Collected data
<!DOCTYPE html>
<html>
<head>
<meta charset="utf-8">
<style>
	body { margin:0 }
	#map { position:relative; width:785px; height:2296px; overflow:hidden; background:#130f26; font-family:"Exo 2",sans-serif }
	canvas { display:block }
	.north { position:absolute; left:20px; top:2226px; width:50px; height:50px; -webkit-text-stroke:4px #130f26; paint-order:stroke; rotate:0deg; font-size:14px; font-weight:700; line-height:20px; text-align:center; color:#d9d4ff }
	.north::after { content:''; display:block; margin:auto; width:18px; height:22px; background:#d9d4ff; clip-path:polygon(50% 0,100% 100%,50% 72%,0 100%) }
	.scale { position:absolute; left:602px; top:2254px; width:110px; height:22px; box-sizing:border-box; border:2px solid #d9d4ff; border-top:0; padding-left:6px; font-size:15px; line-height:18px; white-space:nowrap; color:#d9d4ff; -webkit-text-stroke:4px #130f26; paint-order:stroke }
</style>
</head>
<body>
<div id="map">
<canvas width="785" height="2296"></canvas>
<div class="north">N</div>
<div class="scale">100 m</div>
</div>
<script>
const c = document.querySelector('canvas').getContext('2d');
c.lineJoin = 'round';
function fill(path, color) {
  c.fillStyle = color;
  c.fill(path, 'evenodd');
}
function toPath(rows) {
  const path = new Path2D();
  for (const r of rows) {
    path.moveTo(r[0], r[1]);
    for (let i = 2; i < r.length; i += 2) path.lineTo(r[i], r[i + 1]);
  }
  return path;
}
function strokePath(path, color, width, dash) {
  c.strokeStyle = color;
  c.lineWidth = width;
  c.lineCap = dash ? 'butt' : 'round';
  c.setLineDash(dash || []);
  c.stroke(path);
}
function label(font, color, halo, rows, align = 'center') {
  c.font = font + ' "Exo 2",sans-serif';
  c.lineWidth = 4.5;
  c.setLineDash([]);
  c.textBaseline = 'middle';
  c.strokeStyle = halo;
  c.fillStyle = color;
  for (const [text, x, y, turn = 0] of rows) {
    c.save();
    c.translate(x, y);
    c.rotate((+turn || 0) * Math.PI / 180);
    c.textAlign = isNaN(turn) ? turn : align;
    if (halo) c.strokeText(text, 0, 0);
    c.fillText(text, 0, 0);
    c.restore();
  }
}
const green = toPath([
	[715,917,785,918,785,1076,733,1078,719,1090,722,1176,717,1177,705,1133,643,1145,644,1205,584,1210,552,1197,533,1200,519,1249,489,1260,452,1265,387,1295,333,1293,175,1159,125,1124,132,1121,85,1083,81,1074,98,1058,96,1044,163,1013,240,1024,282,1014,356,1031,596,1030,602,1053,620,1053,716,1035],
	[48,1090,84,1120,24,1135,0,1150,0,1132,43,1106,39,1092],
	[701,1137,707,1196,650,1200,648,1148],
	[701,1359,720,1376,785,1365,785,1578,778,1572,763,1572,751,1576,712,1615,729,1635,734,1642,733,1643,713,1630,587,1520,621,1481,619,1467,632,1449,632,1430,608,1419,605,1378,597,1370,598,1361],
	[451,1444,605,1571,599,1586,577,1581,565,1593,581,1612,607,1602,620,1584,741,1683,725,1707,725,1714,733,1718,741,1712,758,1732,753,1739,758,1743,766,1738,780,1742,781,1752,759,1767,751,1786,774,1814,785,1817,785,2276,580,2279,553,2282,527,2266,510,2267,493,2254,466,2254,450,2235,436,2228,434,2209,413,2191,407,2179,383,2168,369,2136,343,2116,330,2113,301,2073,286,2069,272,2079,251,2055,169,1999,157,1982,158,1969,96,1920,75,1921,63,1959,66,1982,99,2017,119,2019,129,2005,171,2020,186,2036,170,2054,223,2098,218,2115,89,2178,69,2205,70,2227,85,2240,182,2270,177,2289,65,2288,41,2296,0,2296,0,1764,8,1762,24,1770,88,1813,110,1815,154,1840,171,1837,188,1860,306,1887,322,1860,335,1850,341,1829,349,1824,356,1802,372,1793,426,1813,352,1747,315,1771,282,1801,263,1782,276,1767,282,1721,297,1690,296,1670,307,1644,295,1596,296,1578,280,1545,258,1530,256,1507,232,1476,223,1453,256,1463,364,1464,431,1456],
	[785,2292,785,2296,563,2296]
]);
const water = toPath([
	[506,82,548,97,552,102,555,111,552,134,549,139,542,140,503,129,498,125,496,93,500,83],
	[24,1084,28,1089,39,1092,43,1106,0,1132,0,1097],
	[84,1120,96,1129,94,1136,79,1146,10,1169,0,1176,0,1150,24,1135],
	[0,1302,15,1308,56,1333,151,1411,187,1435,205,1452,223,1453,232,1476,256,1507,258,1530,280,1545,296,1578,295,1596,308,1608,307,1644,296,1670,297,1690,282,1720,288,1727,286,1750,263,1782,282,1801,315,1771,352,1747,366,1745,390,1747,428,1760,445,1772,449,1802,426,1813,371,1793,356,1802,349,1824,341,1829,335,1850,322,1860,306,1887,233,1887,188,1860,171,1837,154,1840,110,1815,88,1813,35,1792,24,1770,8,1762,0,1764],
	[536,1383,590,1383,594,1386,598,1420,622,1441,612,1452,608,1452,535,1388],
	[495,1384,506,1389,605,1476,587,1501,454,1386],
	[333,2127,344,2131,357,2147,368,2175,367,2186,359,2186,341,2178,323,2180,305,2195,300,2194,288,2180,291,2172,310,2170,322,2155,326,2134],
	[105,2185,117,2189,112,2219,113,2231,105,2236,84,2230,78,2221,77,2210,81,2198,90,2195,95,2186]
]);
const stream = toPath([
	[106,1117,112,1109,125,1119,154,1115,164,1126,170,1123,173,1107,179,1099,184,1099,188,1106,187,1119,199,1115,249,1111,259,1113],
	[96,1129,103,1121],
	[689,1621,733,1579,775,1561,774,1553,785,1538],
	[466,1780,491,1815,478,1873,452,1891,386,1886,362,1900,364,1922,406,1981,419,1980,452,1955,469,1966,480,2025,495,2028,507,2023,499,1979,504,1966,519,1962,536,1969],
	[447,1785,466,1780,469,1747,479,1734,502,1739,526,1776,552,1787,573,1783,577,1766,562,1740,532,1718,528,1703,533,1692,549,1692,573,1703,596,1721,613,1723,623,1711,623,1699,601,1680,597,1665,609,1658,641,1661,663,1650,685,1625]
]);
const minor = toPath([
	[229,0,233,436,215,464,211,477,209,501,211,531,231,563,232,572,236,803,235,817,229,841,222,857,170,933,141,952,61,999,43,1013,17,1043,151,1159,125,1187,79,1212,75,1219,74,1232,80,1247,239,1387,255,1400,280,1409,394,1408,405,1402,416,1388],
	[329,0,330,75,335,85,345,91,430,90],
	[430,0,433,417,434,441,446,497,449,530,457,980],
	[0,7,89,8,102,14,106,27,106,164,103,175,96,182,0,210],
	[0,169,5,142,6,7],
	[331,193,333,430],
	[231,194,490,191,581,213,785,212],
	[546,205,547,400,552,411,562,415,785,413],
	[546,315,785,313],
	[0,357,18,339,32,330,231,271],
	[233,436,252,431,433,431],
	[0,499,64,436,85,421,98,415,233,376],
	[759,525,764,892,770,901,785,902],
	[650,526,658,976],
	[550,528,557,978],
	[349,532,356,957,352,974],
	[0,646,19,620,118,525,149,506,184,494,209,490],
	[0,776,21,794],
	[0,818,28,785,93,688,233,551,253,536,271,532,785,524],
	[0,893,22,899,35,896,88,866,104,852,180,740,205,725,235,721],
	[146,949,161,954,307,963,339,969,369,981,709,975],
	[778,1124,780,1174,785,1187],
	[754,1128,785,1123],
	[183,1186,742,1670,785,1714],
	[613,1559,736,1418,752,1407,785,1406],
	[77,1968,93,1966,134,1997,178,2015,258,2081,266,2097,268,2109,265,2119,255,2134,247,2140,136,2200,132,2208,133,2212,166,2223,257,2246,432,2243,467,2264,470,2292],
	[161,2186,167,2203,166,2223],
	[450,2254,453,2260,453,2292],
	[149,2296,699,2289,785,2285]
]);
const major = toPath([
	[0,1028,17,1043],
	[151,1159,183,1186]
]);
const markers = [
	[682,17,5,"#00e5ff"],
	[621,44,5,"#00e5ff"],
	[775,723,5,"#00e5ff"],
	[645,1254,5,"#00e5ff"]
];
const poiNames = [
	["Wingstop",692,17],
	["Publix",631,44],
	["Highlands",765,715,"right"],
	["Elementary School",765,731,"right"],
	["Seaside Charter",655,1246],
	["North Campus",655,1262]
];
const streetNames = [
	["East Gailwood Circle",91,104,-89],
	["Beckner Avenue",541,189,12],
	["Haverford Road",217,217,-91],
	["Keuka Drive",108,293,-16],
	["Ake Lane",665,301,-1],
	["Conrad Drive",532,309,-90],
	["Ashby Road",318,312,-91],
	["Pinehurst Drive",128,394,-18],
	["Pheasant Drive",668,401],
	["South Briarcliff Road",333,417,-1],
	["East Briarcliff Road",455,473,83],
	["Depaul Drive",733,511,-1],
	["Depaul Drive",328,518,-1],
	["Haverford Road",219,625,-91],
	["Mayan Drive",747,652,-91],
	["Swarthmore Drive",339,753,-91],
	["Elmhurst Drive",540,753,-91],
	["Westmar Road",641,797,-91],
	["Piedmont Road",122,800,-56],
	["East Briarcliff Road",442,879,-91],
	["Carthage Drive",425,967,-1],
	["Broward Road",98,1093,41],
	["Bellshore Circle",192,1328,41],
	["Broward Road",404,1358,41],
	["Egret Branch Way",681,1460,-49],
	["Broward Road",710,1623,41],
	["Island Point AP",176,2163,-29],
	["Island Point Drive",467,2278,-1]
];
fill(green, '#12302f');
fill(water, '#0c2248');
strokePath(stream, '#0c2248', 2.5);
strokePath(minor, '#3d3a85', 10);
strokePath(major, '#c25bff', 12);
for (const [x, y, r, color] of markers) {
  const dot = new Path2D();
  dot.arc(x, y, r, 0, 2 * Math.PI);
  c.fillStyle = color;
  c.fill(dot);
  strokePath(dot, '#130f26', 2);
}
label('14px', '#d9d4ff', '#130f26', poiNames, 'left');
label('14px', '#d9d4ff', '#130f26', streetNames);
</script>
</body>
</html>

Problem to solve:
A single figure is required: the number of lines above in which the string "strokePath" appears.

Exercise result:
5